Why imperfect partners make us happy in love
Maintaining healthy expectations in love helps us find love in each other's humanity.
Every day we are bombarded with the idea that, in order to be happy, we must find a relationship that is perfect in every way. These are messages that partly work: as early as adolescence it is normal to fantasize about nothing less than princes and princesses, which for the childish mind is the pinnacle of social and economic success.
When it comes down to it, however, it is perfectly normal to be happy with people who are not exactly the model boyfriend or girlfriend. We notice that there is something in the other person that in theory we would like to change, but we are also certain that in practice, if we were to alter that, the result would not necessarily be positive. In fact, it may even be that one of the things that makes us happy in love is to have an imperfect partner.Why does this happen?
Reasons why imperfect couples make us happy.
These are some of the aspects that explain why in love happiness can come through our partner's imperfections.
1. Romantic love and perfect lovers
Let's pay attention to our surroundings. Through movies, series, novels and even TV commercials, the main message we want to convey is mixed with a kind of propaganda. is mixed with a kind of propaganda of romantic love..
The ideal partner should be thoughtful but independent, intelligent and responsible, but make us live crazy things, attractive to everyone's eyes, but with a charm that only we find special. It is a marketing-based conception of love: the lover has to fulfill certain "features", like a product, without these being precisely described at any time, as advertising does nowadays.
The idea of idealized love is to put together a bunch of personal traits and characteristics and imagine the supposedly perfect person resulting from this mix. However, real life doesn't work like that, and obviously perfect people don't exist either, but that doesn't exactly mean that when it comes to finding a partner we settle for little.
Intuitively, we learn to ignore those rules that dictate to us what the ideal partner should be like and, many times, we completely betray those preconceived ideas about what it is that we are attracted to in a person.
Although we may not realize it, this is surely the most rebellious aspect of love, the one that breaks our schemes and, consequently, makes the experience stimulatingbecause the story that we will have with that person will have nothing to do with those daydreams of perfect love that we have already gone over a thousand times mentally.
2. A love centered on the relationship, not on the person
Romantic love is based on the idea that there is a person who is right for us, someone who is the embodiment of everything we are looking for in a human being. In some particularly delusional versions of this conception of love, that person is predestined to meet us, since both he or she and we are incomplete until the moment the relationship begins; this is the myth of the better half.
That is to say, in romantic love everything that explains romance is attributed to each person, its essence; something that exists beyond time and space, encapsulated within each individual.

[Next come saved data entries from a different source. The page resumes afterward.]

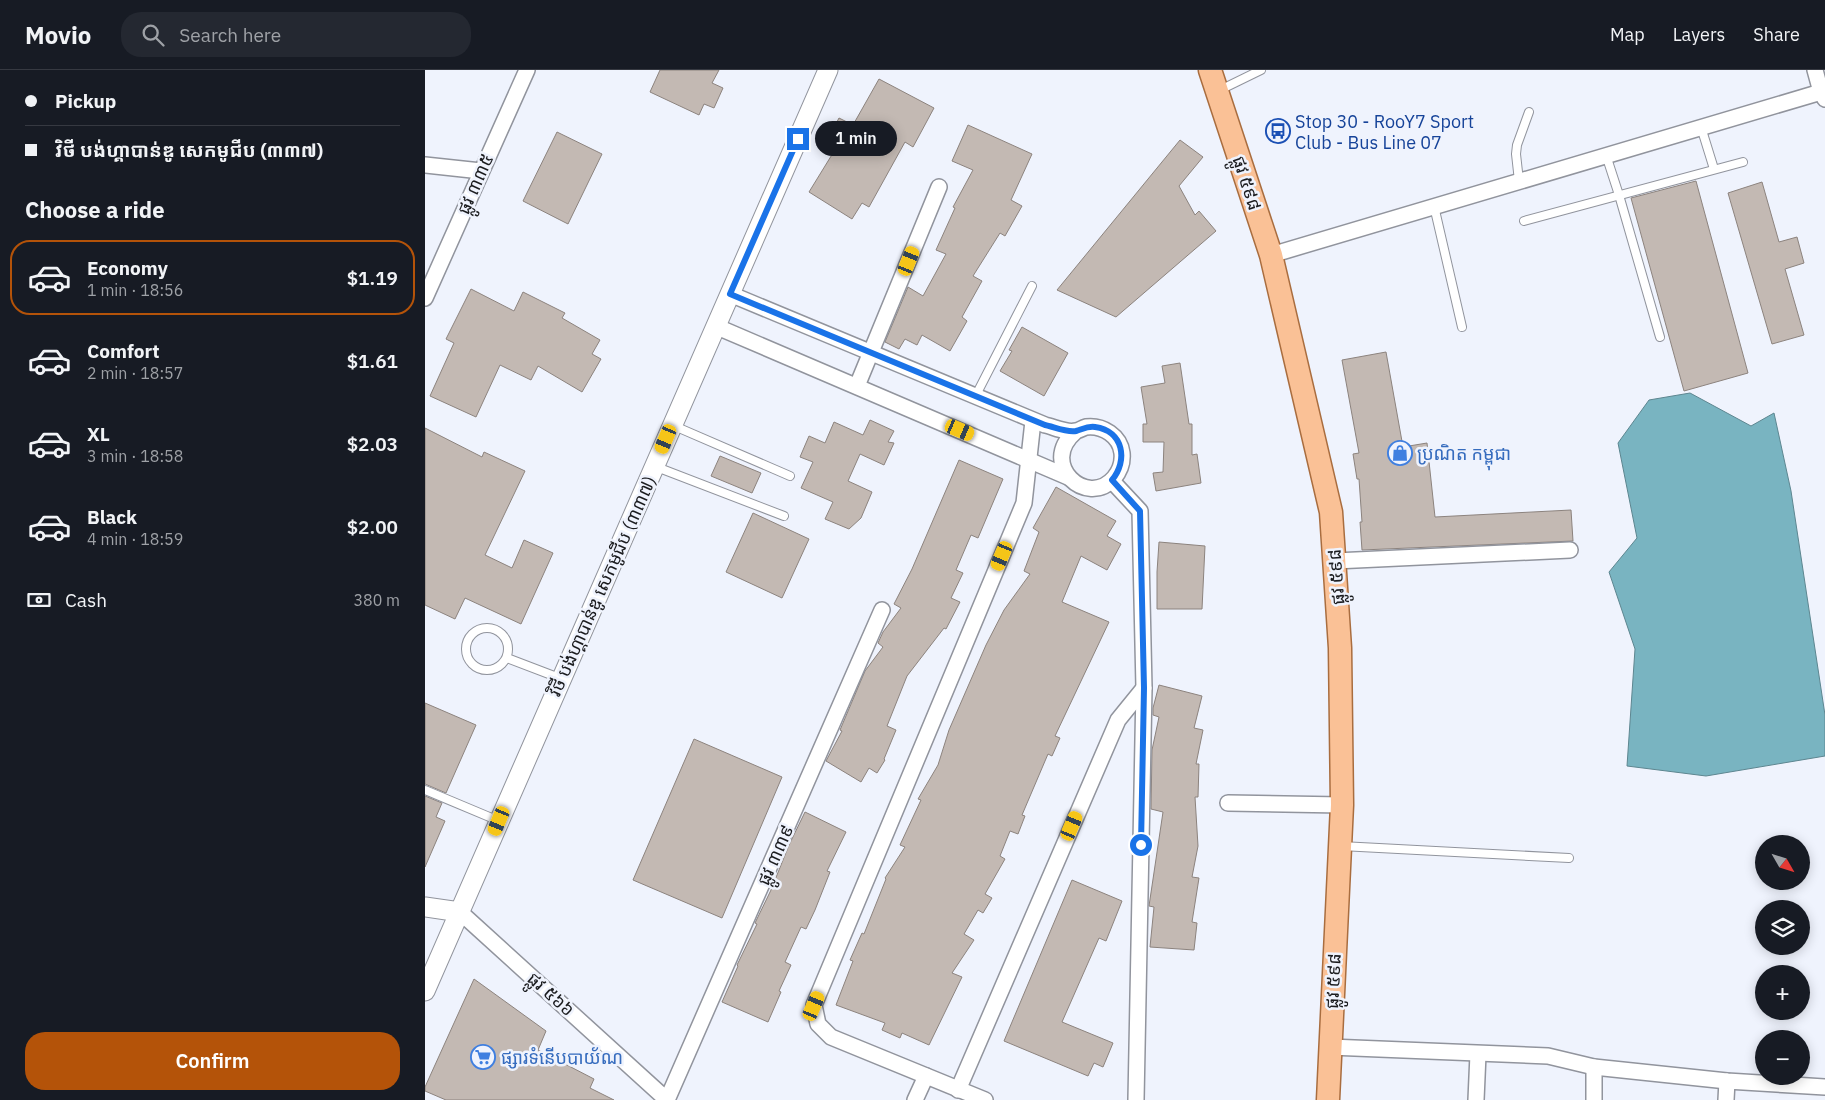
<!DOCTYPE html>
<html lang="en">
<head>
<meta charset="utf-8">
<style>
  :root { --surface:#171b24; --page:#242831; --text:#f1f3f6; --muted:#9ea1a6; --line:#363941; --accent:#b45309 }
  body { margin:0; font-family:"IBM Plex Sans","Noto Sans Khmer",sans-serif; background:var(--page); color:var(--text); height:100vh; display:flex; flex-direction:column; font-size:19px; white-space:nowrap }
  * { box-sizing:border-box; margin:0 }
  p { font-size:16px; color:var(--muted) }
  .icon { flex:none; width:28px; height:28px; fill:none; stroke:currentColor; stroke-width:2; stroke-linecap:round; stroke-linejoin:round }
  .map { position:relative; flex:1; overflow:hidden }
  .panel { display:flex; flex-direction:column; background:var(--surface); width:425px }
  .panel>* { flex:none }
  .guide { display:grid; align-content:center; height:110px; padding:0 25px; background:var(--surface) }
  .needle { width:32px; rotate:129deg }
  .tools { position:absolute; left:1330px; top:765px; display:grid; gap:10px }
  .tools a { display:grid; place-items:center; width:55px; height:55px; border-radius:50%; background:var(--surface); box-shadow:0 2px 12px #0003; font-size:25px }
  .end { position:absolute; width:22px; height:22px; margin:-11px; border:6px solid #1a73e8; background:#fff; box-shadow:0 0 0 2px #fff }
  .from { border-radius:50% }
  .bubble { position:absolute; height:35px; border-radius:18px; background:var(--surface); box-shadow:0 2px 12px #0003; font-size:16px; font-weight:600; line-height:35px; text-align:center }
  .car { position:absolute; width:15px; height:30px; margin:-15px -8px; border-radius:6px; box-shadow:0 0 4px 1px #0007; background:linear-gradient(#f5c518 24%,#345 0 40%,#f5c518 0 76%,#345 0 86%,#f5c518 0) }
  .guide b { display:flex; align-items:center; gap:18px; height:48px; font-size:19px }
  .guide b+b { border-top:1px solid var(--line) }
  .guide i { width:12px; height:12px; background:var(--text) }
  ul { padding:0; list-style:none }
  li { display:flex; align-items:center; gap:15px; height:75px; margin:0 10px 8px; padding:0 15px; border:2px solid transparent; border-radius:20px }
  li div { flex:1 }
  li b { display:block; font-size:19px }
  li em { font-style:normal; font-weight:600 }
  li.selected { border-color:var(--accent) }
  li>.icon { width:45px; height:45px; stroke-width:1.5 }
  h2 { padding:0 25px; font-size:22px; line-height:60px }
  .pay { display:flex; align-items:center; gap:12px; height:55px; padding:0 25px; font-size:19px }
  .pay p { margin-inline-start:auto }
  .button { display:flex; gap:10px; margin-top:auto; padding:10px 25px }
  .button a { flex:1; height:58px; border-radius:20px; background:var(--accent); color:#fff; font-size:20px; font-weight:600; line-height:58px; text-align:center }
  header { display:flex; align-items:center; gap:30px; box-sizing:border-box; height:70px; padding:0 25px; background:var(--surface); border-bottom:1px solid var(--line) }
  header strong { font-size:24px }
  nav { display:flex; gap:28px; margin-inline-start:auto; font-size:18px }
  .search { width:350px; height:45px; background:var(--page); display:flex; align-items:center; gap:12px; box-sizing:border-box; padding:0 18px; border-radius:20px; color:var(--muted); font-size:19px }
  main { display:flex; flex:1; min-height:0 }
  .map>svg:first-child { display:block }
  .water { fill:#79b4c1; stroke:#5d8690 }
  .building { fill:#c3b9b3; stroke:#8c837e }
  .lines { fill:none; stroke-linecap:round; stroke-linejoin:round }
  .service-casing { stroke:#91949d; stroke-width:10 }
  .minor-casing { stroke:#91949d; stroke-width:18 }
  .tertiary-casing { stroke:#91949d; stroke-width:21 }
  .primary-casing { stroke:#a96d3f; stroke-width:25 }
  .service { stroke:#fff; stroke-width:8 }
  .minor { stroke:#fff; stroke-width:15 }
  .tertiary { stroke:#fff; stroke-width:19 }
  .primary { stroke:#fac196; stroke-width:22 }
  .route { stroke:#1a73e8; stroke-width:6 }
  .labels { text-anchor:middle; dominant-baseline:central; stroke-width:5; stroke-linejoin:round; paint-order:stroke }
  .transit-label { font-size:18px; fill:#164399; stroke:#eff3fd; text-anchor:start }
  .street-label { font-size:18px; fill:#1b1c1f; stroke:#eff3fd }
  .shop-label { font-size:18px; fill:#366cbe; stroke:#eff3fd; text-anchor:start }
</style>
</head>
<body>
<header>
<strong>Movio</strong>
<div class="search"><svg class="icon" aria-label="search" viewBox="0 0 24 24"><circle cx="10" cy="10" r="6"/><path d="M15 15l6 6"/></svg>Search here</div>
<nav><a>Map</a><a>Layers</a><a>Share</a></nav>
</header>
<main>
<section class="panel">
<div class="guide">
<b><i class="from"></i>Pickup</b>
<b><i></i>វិថី បង់ហ្គាបាន់ឌូ សេកមូជីប (៣៣៧)</b>
</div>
<h2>Choose a ride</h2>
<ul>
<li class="selected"><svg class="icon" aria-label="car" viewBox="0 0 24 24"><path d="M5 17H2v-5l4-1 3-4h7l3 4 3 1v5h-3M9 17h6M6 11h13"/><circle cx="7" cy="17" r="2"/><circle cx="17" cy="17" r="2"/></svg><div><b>Economy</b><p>1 min · 18:56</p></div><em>$1.19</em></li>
<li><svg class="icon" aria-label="car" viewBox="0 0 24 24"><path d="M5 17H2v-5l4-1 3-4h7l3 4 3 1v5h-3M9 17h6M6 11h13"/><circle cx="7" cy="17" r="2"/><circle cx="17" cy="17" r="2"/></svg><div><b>Comfort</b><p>2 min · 18:57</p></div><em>$1.61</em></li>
<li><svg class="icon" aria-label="car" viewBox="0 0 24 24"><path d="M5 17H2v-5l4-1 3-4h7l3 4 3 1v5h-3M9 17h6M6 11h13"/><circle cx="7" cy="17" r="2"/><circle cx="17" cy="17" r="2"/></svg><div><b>XL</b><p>3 min · 18:58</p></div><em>$2.03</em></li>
<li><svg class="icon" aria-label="car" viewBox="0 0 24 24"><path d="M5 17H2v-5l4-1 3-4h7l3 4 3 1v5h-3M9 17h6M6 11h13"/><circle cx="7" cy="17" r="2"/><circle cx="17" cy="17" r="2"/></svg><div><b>Black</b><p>4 min · 18:59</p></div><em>$2.00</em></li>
</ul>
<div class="pay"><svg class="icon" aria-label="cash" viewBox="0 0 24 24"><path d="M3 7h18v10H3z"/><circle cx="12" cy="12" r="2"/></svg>Cash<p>380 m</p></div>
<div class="button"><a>Confirm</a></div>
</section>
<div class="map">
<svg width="1400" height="1030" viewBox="0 0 1400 1030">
  <rect width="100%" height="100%" fill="#eff3fd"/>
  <polygon class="water" points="1265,323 1326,356 1349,343 1366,421 1400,645 1400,686 1281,706 1202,696 1210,579 1184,502 1212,468 1193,373 1224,330"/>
  <g class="building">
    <polygon points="235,0 294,0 287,13 298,18 289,38 279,34 274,45 225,22"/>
    <polygon points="454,9 509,38 488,77 480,72 444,137 437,133 427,149 384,122 408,83 398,78 414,48 428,55"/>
    <polygon points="543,55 607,84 586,130 597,136 580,166 575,163 548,206 557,211 537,247 542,251 525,281 497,265 492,275 480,269 474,279 460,272 483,217 498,226 521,184 511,180 530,138 528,137 548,100 527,91"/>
    <polygon points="132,62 177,84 143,154 98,131"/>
    <polygon points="755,70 778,87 754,116 770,145 774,141 791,161 691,247 632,220"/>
    <polygon points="1271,111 1323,303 1259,321 1206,128"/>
    <polygon points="1337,112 1354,172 1372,167 1379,193 1360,199 1379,265 1347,274 1303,123"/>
    <polygon points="46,219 89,241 98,222 140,243 137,248 175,270 167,284 176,289 157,322 113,296 106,310 75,295 51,347 5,326 29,273 21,269"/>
    <polygon points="597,257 643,283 619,326 575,301 587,281 584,280"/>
    <polygon points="961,282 978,377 1002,373 1010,447 1146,440 1148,471 937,480 935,452 937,452 934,409 932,409 928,384 934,383 917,290"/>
    <polygon points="755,293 764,354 767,354 767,385 772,384 776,413 731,421 728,403 738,402 739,372 718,372 718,354 722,354 716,317 740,313 737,296"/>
    <polygon points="445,350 469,361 463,372 469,373 459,395 435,384 423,411 447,422 436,448 424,459 400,449 408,432 376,418 388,392 375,387 384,366 400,373 409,352 438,365"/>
    <polygon points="0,358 57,387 59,382 100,401 60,485 87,498 99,470 128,483 96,554 40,528 30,549 0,535"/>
    <polygon points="295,386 336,403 327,423 286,406"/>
    <polygon points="534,390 578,409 553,468 546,465 531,500 538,503 526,528 535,532 521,559 519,558 482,606 462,656 471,660 459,689 460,690 452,703 444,698 436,712 401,691 417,661 415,660 440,601 458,577 453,573 458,562 476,538 469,534 487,499"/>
    <polygon points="631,417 691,451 682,466 696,474 682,500 656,486 637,532 684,552 630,666 635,668 627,686 623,684 597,745 600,746 593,764 585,761 575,786 580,789 560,824 567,828 558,843 553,840 539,864 549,870 527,903 537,907 504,975 477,963 475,968 457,960 460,953 411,935 428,891 425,890 437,863 439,864 461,809 460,808 480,777 475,775 496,730 493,729 513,695 524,660 561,575 579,540 605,504 599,501 614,462 608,458"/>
    <polygon points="328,443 384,469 357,528 301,502"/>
    <polygon points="734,472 780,476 777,539 732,539 732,502"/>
    <polygon points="734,615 777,626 769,658 778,660 771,694 774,694 773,727 770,727 773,776 767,807 774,808 767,852 772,853 769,880 725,877 729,837 724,836 738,742 726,739 727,680 734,647 728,645 728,638"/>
    <polygon points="0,633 51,655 21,723 0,714"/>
    <polygon points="269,669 357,707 297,848 208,810"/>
    <polygon points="0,726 17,733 11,747 20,751 0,797"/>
    <polygon points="380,742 421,762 402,801 405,802 390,840 381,859 376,857 360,892 366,895 354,921 356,922 343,952 297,932 313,896 312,895 332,854 330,853 346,820 364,775"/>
    <polygon points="647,810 697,831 681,871 674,868 637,952 688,973 678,997 669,993 663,1006 579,971"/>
    <polygon points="49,909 121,961 113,980 169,1009 165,1018 189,1030 21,1030 0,1021 0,1017"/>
  </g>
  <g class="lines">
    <defs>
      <g id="service">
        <polyline points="795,20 836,0"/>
        <polyline points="1276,57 1289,99"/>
        <polyline points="1181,85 1194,125 1235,267"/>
        <polyline points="1094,111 1091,84 1092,75 1104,42"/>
        <polyline points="1009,136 1037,257"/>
        <polyline points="1099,151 1318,92"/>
        <polyline points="550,327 607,216"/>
        <polyline points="247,355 365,406"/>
        <polyline points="229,396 359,446"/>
        <circle cx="62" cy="579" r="21"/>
        <polyline points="82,588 137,609"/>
        <polyline points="0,720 74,751"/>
        <polyline points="916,776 1144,788"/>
      </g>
      <g id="minor">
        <polyline points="1390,0 1396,22 1400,29"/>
        <polyline points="0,95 56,101"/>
        <polyline points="846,185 1396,22"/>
        <path d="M 305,224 L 620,355 C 629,357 642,363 650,361 C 654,361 657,358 661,357 C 678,355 695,366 697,383 C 698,393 695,401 689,408 C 662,439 613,394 650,362"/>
        <polyline points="0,228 102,0"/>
        <polyline points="290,256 643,407"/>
        <polyline points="432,316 514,117"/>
        <polyline points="687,411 715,441 719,618 711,1030"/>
        <polyline points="910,491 1145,480"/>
        <polyline points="803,733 917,735"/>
        <polyline points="35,842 242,1030 457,540"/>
        <polyline points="905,977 1123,986 1169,997 1302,1011 1400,1017"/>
        <polyline points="533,1020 693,650 719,618"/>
        <polyline points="490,1030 501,1006"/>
        <polyline points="560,1030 406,967 393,954 389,935 599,433 608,351"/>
        <polyline points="1051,1030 1053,984"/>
        <polyline points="1169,1030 1169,997"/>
        <polyline points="1301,1030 1302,1011"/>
      </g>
      <g id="tertiary">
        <polyline points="0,837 35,842"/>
        <polyline points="0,921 403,0"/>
      </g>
      <polyline id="primary" points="785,0 846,185 906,442 915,578 917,735 903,1030"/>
    </defs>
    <use href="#service" class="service-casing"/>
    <use href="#minor" class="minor-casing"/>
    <use href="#tertiary" class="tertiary-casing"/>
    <use href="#primary" class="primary-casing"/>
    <use href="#service" class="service"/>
    <use href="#minor" class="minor"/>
    <use href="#tertiary" class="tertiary"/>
    <use href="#primary" class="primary"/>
  </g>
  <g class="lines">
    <path class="route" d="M 373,69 L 305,224 L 620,355 C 629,357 643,363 651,361 C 658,359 662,356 670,357 C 699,361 703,391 687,410 L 715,441 L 719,618 L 716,775"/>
  </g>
  <defs>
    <symbol id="bus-ring" viewBox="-11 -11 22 22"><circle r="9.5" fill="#eff3fd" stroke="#1a4fb4" stroke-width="1.5"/><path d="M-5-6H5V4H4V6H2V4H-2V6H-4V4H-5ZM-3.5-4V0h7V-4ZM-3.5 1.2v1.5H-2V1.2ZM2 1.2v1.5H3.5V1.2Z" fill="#1a4fb4"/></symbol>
    <symbol id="shop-ring" viewBox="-11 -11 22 22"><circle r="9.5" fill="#eff3fd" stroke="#3f7fe0" stroke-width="1.5"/><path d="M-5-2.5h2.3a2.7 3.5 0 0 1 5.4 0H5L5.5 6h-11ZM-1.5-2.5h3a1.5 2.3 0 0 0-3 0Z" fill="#3f7fe0"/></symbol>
    <symbol id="supermarket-ring" viewBox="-11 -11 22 22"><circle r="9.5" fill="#eff3fd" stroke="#3f7fe0" stroke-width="1.5"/><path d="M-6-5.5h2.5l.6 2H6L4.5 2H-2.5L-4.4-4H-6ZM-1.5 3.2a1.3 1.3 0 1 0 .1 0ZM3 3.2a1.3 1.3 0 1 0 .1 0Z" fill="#3f7fe0"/></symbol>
  </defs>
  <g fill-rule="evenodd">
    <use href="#bus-ring" x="839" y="47" width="28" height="28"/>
    <use href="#shop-ring" x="961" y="369" width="28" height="28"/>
    <use href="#supermarket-ring" x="44" y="973" width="28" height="28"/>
  </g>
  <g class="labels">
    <g class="transit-label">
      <text x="870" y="51">Stop 30 - RooY7 Sport<tspan x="870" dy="21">Club - Bus Line 07</tspan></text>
    </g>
    <g class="street-label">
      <text transform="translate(822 113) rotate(72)">ផ្លូវ ៥៩៨</text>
      <text transform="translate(50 114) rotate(-66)">ផ្លូវ ៣៣៥</text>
      <text transform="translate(911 507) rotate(-94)">ផ្លូវ ៥៩៨</text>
      <text transform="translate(177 516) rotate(-66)">វិថី បង់ហ្គាបាន់ឌូ សេកមូជីប (៣៣៧)</text>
      <text transform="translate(350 785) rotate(-66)">ផ្លូវ ៣៣៩</text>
      <text transform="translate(908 911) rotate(-87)">ផ្លូវ ៥៩៨</text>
      <text transform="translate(126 924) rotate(42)">ផ្លូវ ៥៦៦</text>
    </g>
    <g class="shop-label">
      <text x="992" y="383">ប្រណិត កម្ពុជា</text>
      <text x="76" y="987">ផ្សារទំនើបបាយ័ណ</text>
    </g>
  </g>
</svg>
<div class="tools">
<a><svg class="needle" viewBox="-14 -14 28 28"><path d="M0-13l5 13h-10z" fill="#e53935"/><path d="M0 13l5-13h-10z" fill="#9ea1a6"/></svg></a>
<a><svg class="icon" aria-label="layers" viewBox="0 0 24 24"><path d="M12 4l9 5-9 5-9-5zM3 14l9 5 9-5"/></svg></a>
<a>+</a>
<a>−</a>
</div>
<i class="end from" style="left:716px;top:775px"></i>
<i class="end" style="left:373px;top:69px"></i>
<div class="bubble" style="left:390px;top:51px;width:82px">1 min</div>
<i class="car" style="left:484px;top:191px;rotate:22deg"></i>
<i class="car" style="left:535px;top:360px;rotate:113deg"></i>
<i class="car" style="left:241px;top:369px;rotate:203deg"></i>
<i class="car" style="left:577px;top:486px;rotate:203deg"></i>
<i class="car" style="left:74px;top:751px;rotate:203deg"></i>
<i class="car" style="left:647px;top:756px;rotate:23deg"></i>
<i class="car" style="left:389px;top:936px;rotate:23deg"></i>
</div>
</main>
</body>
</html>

However, the love that exists in real lifeoutside of the tales of princes and princesses, is not based on essences, but on what actually happens on a day-to-day basis. It is totally irrelevant that a person is very intelligent if he does not even listen to what we have to tell him, and it is just as irrelevant that he is attractive if he uses that quality to betray us by seducing us.
If we all approached relationships as romantic love dictates, our obsession with the imperfections of potential partners would cause us to lose sight of the fact that the emotional bonds that are truly worth the effort are not only the most important, but also the most important. emotional bonds that are truly worthwhile occur through day-to-day interactions: we are what we are. day-to-day interactions: we are what we do, after all.
3. Vulnerability attracts
If our partner is already perfect, what role do we play in that relationship? We usually assume that perfection implies total self-sufficiency, and this, applied to love, is negative.
Of course, healthy relationships are those in which there are no asymmetrical power relations or bonds based on dependence on the other, but the opposite of that is a person who simply has no motivation to be with us. And after all, wanting to be with us is not a personal quality in the same sense that knowing how to speak several languages or being fit is, but in love we act as if it were.
According to the Greek philosopher Plato, people are characterized by experiencing beauty and attractiveness from the way we experience perfection, purity. But this perfection we do not find in the physical worldIn the physical world, everything is changeable and imperfect: people are never exactly the same as the ideal of beauty, and at no time do they cease to age, to approach their death.
This is embodied in what we know as Platonic love, a sentimental state in which coexist the intuition that in an ideal world perfection exists and the certainty that we will never have access to it... at least in this world, according to the Greek thinker.
But Platonic love only makes sense if we first take for granted some of the ideas proposed by this philosopher, and one of them is that reality is not matter, but theory, pure ideas. Very few people today deny that reality is composed of matter and not ideas, so the search for pure perfection does not work if we try to apply it in everyday life. That is why, while unrealistic expectations about love unrealistic expectations about love frustrate us, accepting in advance that our partner is imperfect allows us to truly enjoy his or her presence, rather than chasing chimeras.